» Task details
The answer must consist of each line below that contains the string "Keep".

(Beginning of Input material)

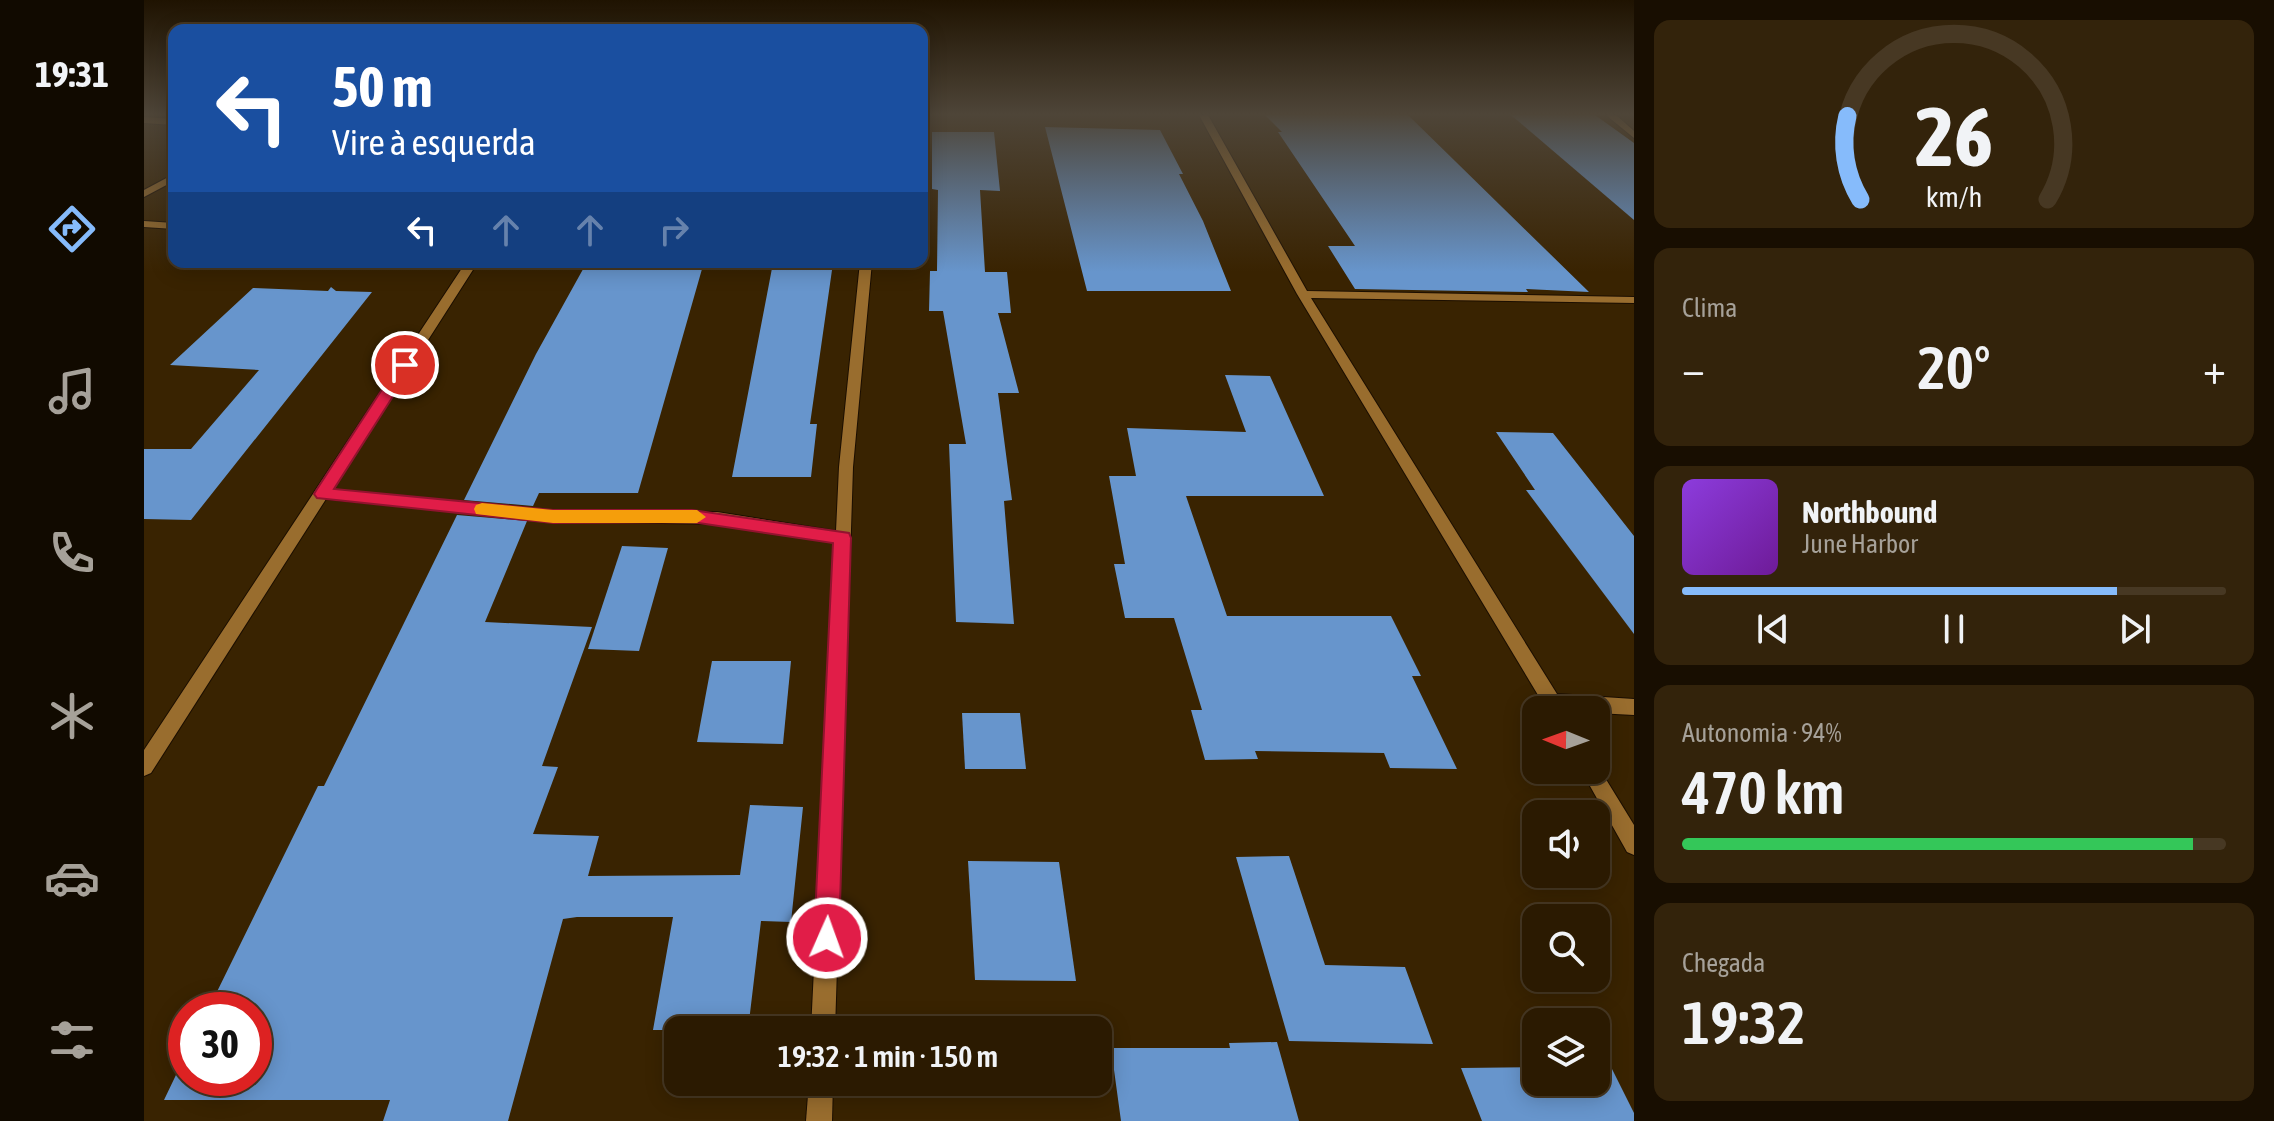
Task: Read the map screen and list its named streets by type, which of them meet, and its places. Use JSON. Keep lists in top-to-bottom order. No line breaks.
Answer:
{"north":"left","page":{"tabs":"19:31","turn":["50 m","Vire à esquerda"],"tile":["Clima",["Autonomia · 94%","470 km"],["Chegada","19:32"]],"heat":["−","20°","+"],"song":["Northbound","June Harbor"],"limit":"30","trip":"19:32 · 1 min · 150 m","gauge":["26","km/h"]}}
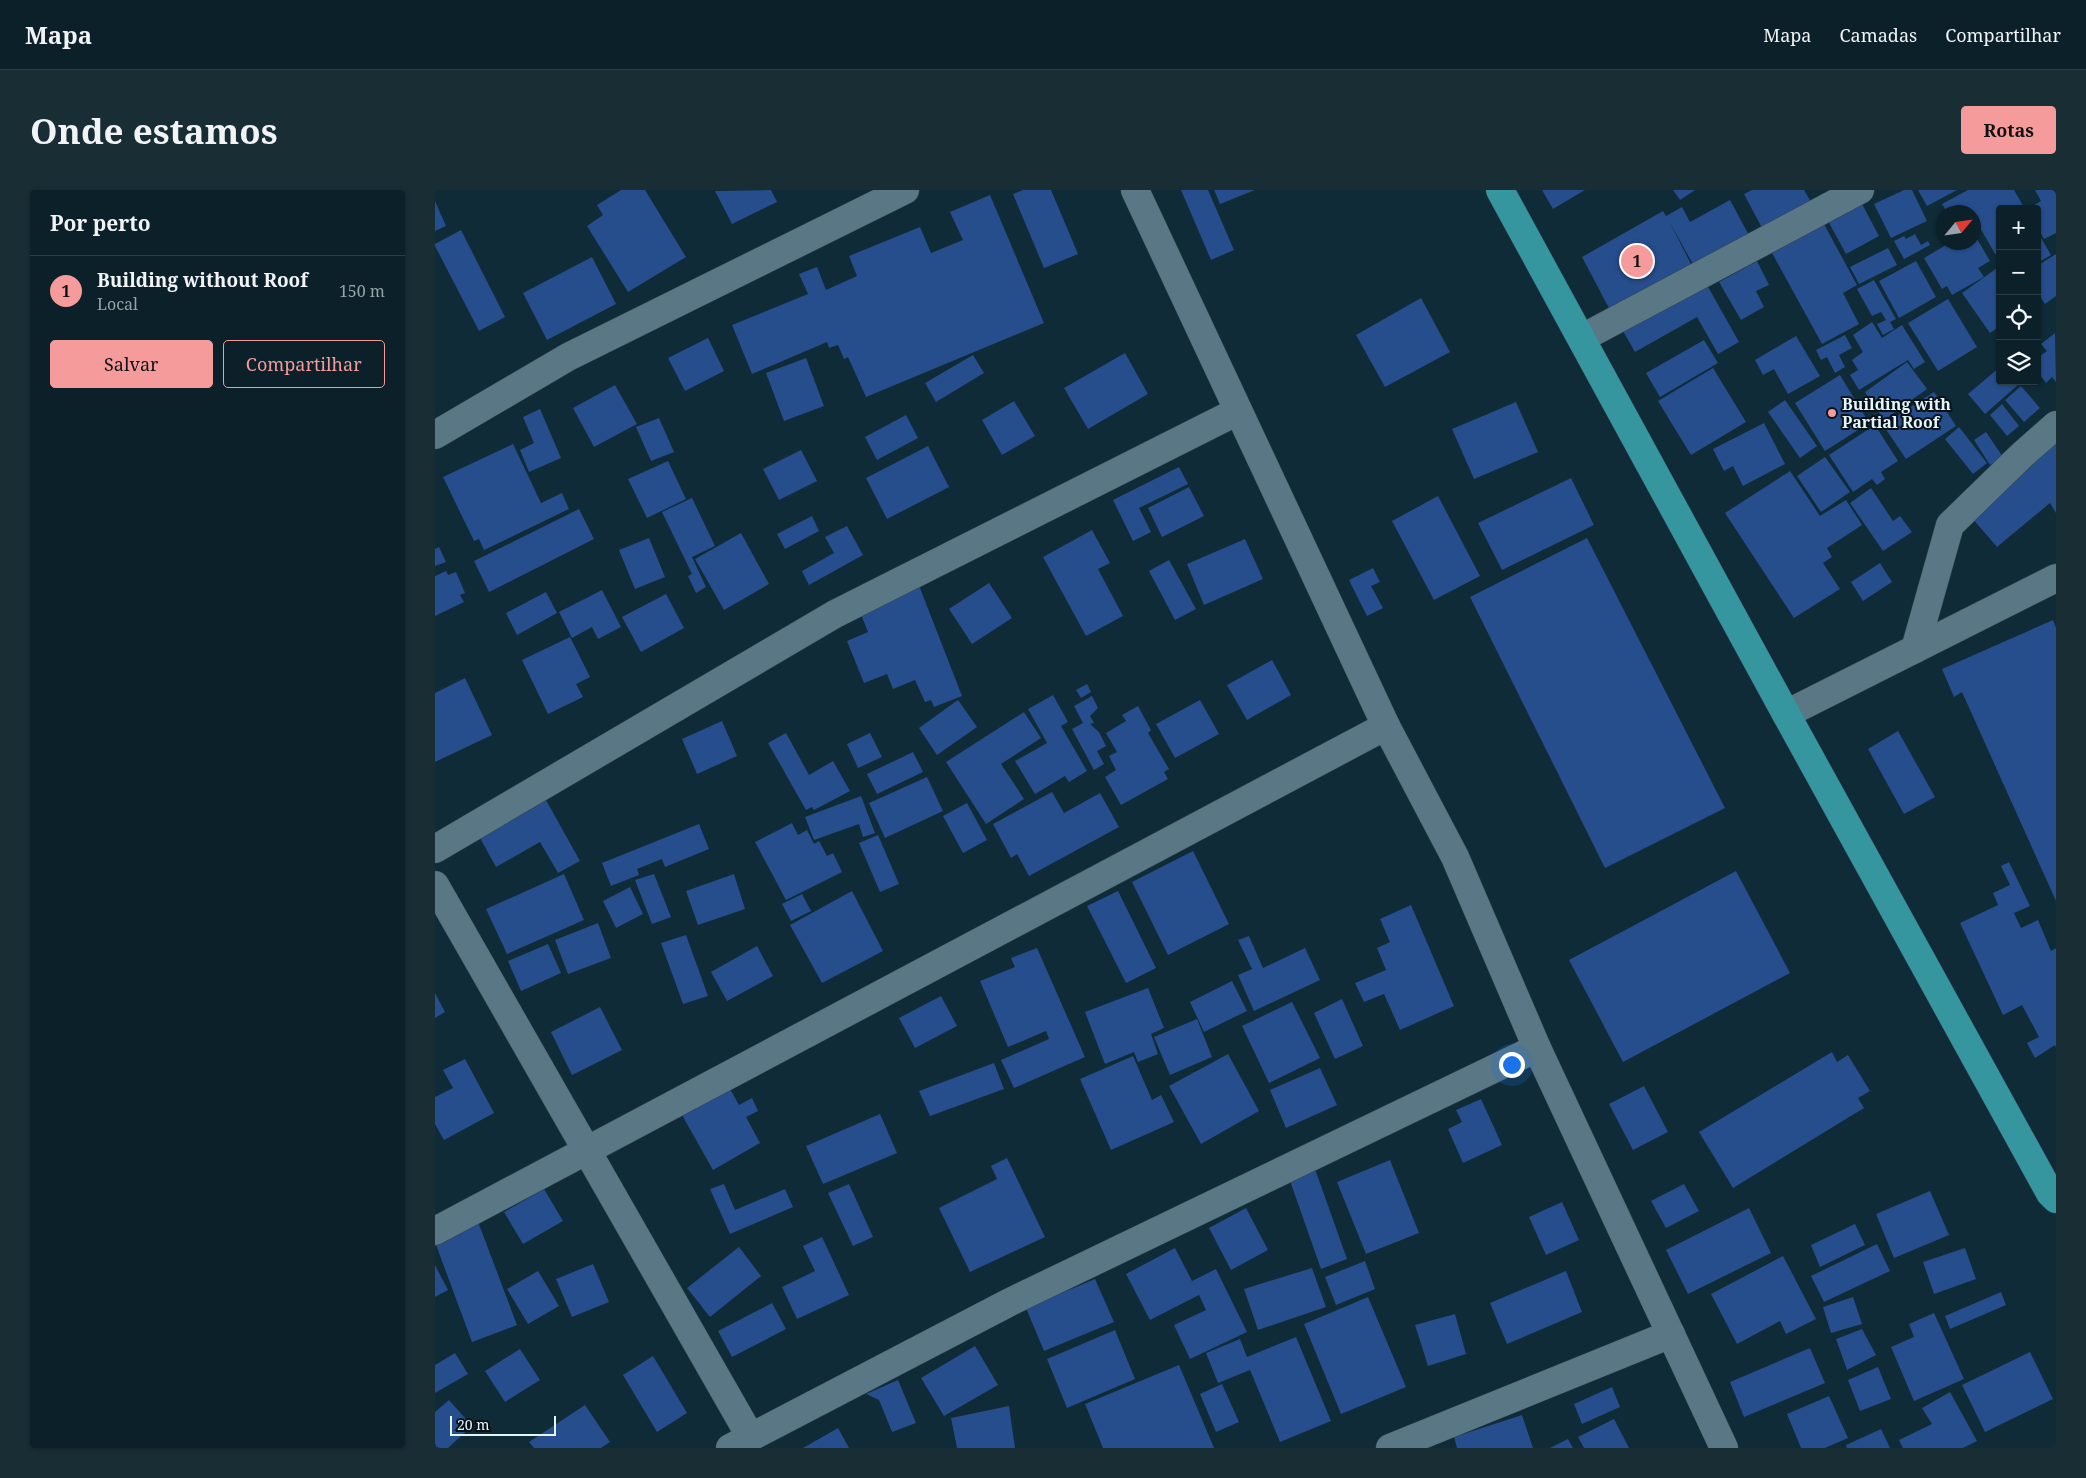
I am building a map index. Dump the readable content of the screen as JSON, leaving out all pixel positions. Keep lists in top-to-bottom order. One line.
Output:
{"places":["Building with Partial Roof"],"scale_bar":"20 m","north":"top right","page":{"header":"Mapa","nav":["Mapa","Camadas","Compartilhar"],"buttons":["Rotas",["Salvar","Compartilhar"]],"title":"Onde estamos","heading":"Por perto","map_buttons":["+","−"],"pins":"1","list":[{"mark":"1","name":"Building without Roof","note":"Local","value":"150 m"}],"scale":"20 m"}}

(End of Input material)

» Reply to the task
Task: Read the map screen and list its named streets by type, which of them meet, and its places. Use JSON. Keep lists in top-to-bottom order. No line breaks.
I am building a map index. Dump the readable content of the screen as JSON, leaving out all pixel positions. Keep lists in top-to-bottom order. One line.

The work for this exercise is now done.